(Work request): The word "none" occurs in some lines of the listing. Copy those lines.

(Exercise material):
※
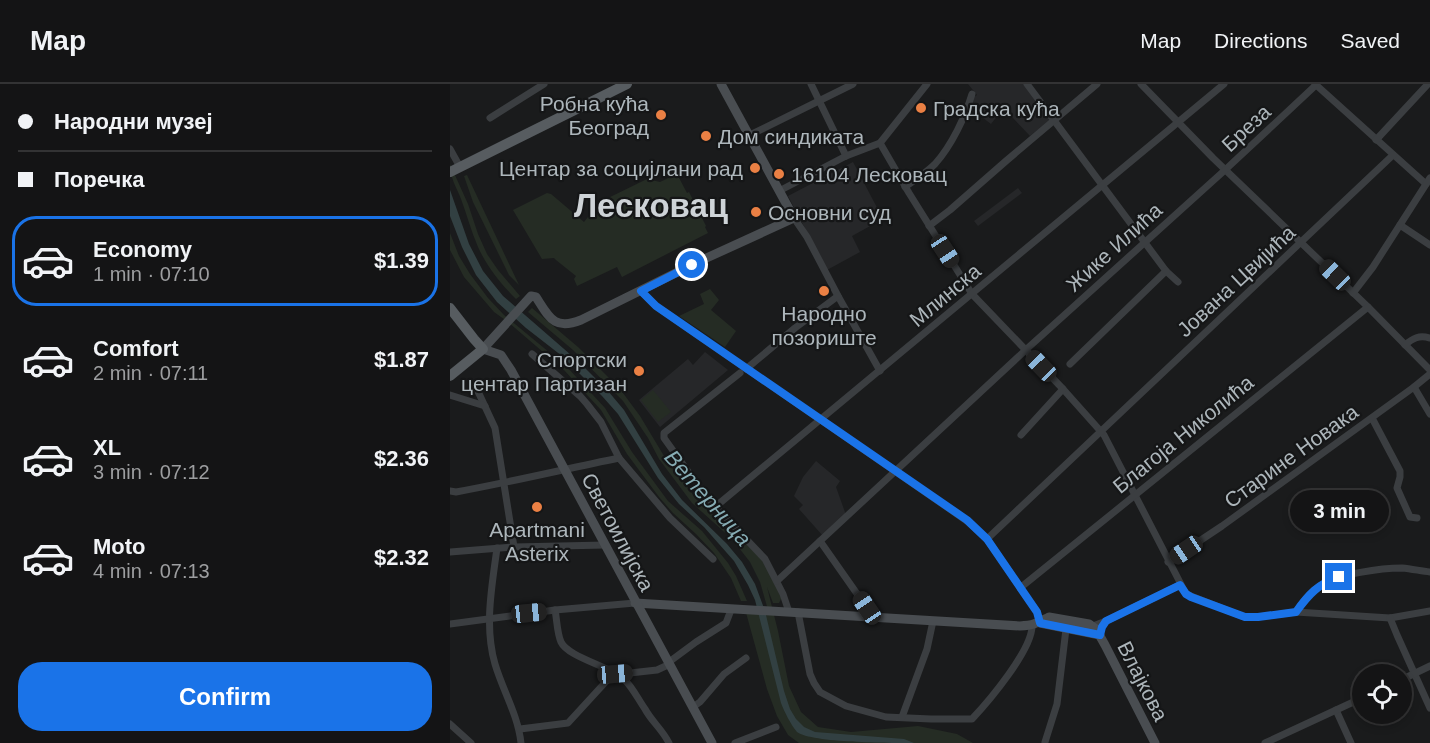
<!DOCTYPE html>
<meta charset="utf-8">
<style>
:root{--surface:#141415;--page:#212122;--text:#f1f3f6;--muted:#9d9ea0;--line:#333334;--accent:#1a73e8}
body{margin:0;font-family:Helvetica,sans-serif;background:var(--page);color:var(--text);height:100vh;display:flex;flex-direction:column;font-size:22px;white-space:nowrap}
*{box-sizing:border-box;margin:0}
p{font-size:20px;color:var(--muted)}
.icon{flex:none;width:33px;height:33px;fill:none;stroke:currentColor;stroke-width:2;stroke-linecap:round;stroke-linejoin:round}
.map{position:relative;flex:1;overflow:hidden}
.side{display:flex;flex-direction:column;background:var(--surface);width:450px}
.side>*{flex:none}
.guide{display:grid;align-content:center;height:132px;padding:0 18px;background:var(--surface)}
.fabs{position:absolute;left:902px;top:580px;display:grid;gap:12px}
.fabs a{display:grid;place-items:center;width:60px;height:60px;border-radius:50%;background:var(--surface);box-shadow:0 3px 9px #0003,0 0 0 2px var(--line);font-size:30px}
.end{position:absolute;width:27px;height:27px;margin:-14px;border:8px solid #1a73e8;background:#fff;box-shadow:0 0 0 3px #fff}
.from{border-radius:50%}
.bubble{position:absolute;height:42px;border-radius:21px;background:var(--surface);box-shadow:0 3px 9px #0003,0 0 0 2px var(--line);font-size:20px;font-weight:800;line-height:42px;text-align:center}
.car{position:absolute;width:18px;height:36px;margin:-18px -9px;border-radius:8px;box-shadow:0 0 4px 2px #0007;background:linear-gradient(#222 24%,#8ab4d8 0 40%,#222 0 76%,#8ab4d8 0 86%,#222 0)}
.guide b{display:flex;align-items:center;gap:21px;height:57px;font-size:22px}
.guide b+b{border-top:2px solid var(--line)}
.guide i{width:15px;height:15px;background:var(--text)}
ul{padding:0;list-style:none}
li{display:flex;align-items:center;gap:18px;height:90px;margin:0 12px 9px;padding:0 6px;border:3px solid transparent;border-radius:24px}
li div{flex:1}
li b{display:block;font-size:22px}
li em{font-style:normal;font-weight:800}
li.on{border-color:var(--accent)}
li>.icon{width:54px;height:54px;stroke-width:1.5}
.button{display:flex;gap:12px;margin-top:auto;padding:12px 18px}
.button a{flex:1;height:69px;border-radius:24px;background:var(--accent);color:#fff;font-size:24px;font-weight:800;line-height:69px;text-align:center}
header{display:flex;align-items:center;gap:36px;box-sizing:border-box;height:84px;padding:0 30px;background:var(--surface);border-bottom:2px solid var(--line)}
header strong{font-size:28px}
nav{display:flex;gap:33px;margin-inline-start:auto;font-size:21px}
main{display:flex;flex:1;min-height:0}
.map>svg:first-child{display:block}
.built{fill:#262729}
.green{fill:#252c24}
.water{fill:#324042}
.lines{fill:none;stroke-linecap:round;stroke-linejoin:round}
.street{stroke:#3b3e41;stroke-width:7}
.secondary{stroke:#494d51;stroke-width:9}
.primary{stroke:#575c60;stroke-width:10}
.route{stroke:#1a73e8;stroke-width:8}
.poi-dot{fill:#ea8044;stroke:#151617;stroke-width:2}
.labels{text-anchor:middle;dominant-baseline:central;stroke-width:4.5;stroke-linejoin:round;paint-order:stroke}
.poi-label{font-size:21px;fill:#adb6bb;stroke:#151617;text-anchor:start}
.street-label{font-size:21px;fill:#adb6bb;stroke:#151617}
.water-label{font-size:22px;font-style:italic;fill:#86acb4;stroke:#151617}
.town-label{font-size:33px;font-weight:bold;fill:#ced3d7;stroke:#151617}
</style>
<header>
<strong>Map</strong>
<nav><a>Map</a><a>Directions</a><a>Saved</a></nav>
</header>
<main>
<section class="side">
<div class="guide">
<b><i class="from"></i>Народни музеј</b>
<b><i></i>Поречка</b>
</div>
<ul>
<li class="on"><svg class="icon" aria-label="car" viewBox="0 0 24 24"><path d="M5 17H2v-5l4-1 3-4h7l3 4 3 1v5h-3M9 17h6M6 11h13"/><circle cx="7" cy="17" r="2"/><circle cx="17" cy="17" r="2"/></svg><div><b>Economy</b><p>1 min · 07:10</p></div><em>$1.39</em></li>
<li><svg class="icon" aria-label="car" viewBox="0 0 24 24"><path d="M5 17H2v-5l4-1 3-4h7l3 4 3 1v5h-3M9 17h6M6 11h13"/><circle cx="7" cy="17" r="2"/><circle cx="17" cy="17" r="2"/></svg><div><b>Comfort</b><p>2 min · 07:11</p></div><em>$1.87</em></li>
<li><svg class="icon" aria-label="car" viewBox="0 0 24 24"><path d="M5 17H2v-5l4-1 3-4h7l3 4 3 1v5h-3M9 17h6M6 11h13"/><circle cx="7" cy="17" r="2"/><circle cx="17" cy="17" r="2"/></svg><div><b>XL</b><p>3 min · 07:12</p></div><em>$2.36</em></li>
<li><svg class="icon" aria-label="car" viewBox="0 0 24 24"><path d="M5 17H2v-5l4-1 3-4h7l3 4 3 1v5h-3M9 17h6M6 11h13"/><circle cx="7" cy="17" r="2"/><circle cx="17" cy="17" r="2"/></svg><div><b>Moto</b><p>4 min · 07:13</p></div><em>$2.32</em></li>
</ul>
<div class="button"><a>Confirm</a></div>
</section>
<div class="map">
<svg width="980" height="659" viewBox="0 0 980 659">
<rect width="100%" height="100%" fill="#1a1b1c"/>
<!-- built -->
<g class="built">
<polygon points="518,0 575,0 601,35 580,52 562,33 548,31 541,40 521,25 524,13 527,11"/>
<polygon points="403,78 433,135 402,152 410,168 377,186 338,112"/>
<polygon points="568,104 572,109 528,142 524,137"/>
<polygon points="255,268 278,286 210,343 189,316 238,275 243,281"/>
<polygon points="366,377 390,397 386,403 396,431 373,452 349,425 353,421 344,412 353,393"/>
</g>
<!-- green -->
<g class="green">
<path d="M0,80l18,40 10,30 9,20 11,16 22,26 -4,3c-15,-15 -29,-32 -38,-52 -7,-16 -11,-32 -17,-48 -5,-13 -11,-21 -11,-35z"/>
<polygon points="227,90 237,109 239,108 256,142 255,143 258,149 172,193 167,183 127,202 124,195 126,192 106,176 104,174 92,175 63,126 97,109 101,110 134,138 154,113 156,115 197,95 210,98"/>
<polygon points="17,91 69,201 59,191 23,118 14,92"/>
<polygon points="0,149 9,172 20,190 38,214 54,231 117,283 155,324 182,368 218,417 252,447 278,479 286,492 297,517 291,517 281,494 264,469 246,450 223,429 209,413 177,370 151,326 114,286 58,238 44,228 14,193 0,166"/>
<polygon points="260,205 269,216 261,226 286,247 275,263 229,232 254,220 250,210"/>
<polygon points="82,224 128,263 170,305 190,332 214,372 247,416 286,451 292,458 289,453 312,476 331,511 331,515 329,519 323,519 317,503 328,547 339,602 351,628 368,643 401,648 468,642 507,650 523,659 349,659 338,651 327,632 317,605 295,525 318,526 310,498 300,478 282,455 242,419 209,375 198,354 173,317 123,266 78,228"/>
<polygon points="203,306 221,328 208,338 191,316"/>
</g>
<!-- water -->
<path class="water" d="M0,106l19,54 14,27 20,25 76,66 29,29 16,19 38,64 20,26 45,44 15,18 13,22 10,27 19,80 6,18 6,10 8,8 11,5 89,7 10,4c-23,0 -102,0 -117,-11 -6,-7 -13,-21 -16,-29l-26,-103 -7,-15 -14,-24 -30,-34 -25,-23 -21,-26 -40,-64 -16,-18 -40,-40 -36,-28 -29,-26 -21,-27 -14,-28 -12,-31z"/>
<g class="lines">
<!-- street -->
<g class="street">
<polyline points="361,0 396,72"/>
<polyline points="577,0 716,187 728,198"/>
<polyline points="691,0 763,74 918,223 980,286"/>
<polyline points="865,0 976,100"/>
<polyline points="40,34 94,0"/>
<polyline points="298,52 403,0"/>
<polyline points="926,56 978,0"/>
<polyline points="430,59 459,109 522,210 613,305 654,351 736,510 794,533 808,533 846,528 940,534 980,527"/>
<polyline points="0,65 10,83"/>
<path d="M455,103c10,-7 21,-14 30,-23 17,-19 30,-47 37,-70"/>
<polyline points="329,107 396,72 430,59 477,0"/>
<polyline points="344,134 357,153 388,212 430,287"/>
<polyline points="950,141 980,161"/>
<polyline points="479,142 500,126 556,77 647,0"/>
<polyline points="191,207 206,222 517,437 537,455 587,528 590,539"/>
<polyline points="903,209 923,183 980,94"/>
<path d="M955,261c8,-7 14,-10 25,-7"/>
<polyline points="82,270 130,312 137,320 151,338 169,374 220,434 263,475"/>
<polyline points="620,280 716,187"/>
<polyline points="296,285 345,244 388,212"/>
<polyline points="290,289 214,349 214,354 257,414 315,475 333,510 339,528"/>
<polyline points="25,301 45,344 64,463"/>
<polyline points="964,303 980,330"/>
<polyline points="0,311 35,322"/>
<polyline points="922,334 950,387 950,393 947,404 960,433 967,434"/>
<polyline points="571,351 613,305"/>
<path d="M0,407l6,1c55,-10 109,-23 163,-34"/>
<polyline points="265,423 774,0"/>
<polyline points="537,455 943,71"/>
<polyline points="370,457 417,524 419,533"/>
<path d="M47,464c-5,38 -13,78 -2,116 8,27 23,51 26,79"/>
<polyline points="0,468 64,463 155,461"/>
<polyline points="718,478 772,442 964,303 980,290"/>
<polyline points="327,497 580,262 775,86 866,1"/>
<polyline points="570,504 918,223"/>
<path d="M105,526c2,10 2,23 6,32 7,15 48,24 63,37 9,9 14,20 21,30 7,13 17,20 24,34"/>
<path d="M348,528l12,62 4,9 6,9 26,14 40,11 45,2h41c17,-18 60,-69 60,-93"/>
<path d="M846,528c7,-10 14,-20 25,-27 17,-11 61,-17 81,-17 10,1 19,3 28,4"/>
<polyline points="940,534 947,551 980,624"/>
<polyline points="656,537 730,501"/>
<polyline points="0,540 105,526 185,519"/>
<polyline points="643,542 656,537 652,543 650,551"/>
<polyline points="219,578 246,558 276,539 281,526"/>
<polyline points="951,596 980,582"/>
<polyline points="243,623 250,618 274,590 296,574"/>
<polyline points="886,626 901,659"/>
<polyline points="452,633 477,565 483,537"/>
<polyline points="0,640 21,659"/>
<polyline points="70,645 118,639 162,591 207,586 220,580"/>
<polyline points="595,658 607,620 616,545"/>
<polyline points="285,659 326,643"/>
<polyline points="815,659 912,614"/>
</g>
<!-- secondary -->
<g class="secondary">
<path d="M185,519l385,23c15,-1 17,-3 29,-9l40,7 7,5 9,16 50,98"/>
<polyline points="590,539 650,551"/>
<path d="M262,659l-201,-373 -10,-15 -18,-6 48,-53 5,1c13,20 18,34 45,23l119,-59 94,-43 -73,-134"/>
</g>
<!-- primary -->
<g class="primary">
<polyline points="0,88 177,0"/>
<polyline points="0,224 24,255 33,265 0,292"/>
</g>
</g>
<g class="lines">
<!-- route -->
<path class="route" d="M242,181l-51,26 15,15 311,214 20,19 50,73 3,11 60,12 2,-8 4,-6 74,-36 6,9 5,3 54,20h13l38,-5c12,-17 23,-29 43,-35"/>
</g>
<!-- markers -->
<g class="poi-dot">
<circle cx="471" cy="24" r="6"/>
<circle cx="211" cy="31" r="6"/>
<circle cx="256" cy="52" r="6"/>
<circle cx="305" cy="84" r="6"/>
<circle cx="329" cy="90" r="6"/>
<circle cx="306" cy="128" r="6"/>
<circle cx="374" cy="207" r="6"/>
<circle cx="189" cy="287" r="6"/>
<circle cx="87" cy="423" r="6"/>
</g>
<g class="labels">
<!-- poi labels -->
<g class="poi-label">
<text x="199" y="19" text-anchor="end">Робна кућа<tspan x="199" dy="24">Београд</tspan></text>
<text x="483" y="24">Градска кућа</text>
<text x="268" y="52">Дом синдиката</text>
<text x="293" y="84" text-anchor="end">Центар за социјлани рад</text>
<text x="341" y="90">16104 Лесковац</text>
<text x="318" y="128">Основни суд</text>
<text x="374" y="229" text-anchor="middle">Народно<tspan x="374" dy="24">позориште</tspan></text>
<text x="177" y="275" text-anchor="end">Спортски<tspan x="177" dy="24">центар Партизан</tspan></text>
<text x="87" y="445" text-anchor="middle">Apartmani<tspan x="87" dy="24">Asterix</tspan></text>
</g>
<!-- street labels -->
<g class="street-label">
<text transform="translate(796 44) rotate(-43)">Бреза</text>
<text transform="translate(664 163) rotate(-42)">Жике Илића</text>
<text transform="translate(786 197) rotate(-43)">Јована Цвијића</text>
<text transform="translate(495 211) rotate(-40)">Млинска</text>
<text transform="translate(733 350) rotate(-39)">Благоја Николића</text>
<text transform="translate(841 372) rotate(-36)">Старине Новака</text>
<text transform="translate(168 448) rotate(62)">Светоилијска</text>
<text transform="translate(693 597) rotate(63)">Влајкова</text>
</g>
<!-- water labels -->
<g class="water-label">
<text transform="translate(258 414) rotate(49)">Ветерница</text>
</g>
<!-- town labels -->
<g class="town-label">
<text x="201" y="121">Лесковац</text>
</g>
</g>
</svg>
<div class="fabs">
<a><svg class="icon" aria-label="locate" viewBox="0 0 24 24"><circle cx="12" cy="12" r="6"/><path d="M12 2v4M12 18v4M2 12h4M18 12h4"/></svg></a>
</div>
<i class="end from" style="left:242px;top:181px"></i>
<i class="end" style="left:889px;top:493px"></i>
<div class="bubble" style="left:840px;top:406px;width:99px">3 min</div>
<i class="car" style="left:495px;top:167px;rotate:147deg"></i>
<i class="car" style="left:885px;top:191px;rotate:314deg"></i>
<i class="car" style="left:591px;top:282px;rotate:316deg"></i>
<i class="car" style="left:736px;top:466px;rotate:236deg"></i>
<i class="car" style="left:417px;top:524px;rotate:326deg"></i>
<i class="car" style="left:79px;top:529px;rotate:84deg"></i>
<i class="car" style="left:165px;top:590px;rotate:85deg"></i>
</div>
</main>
※
(Response to this task):
.icon{flex:none;width:33px;height:33px;fill:none;stroke:currentColor;stroke-width:2;stroke-linecap:round;stroke-linejoin:round}
.side>*{flex:none}
ul{padding:0;list-style:none}
.lines{fill:none;stroke-linecap:round;stroke-linejoin:round}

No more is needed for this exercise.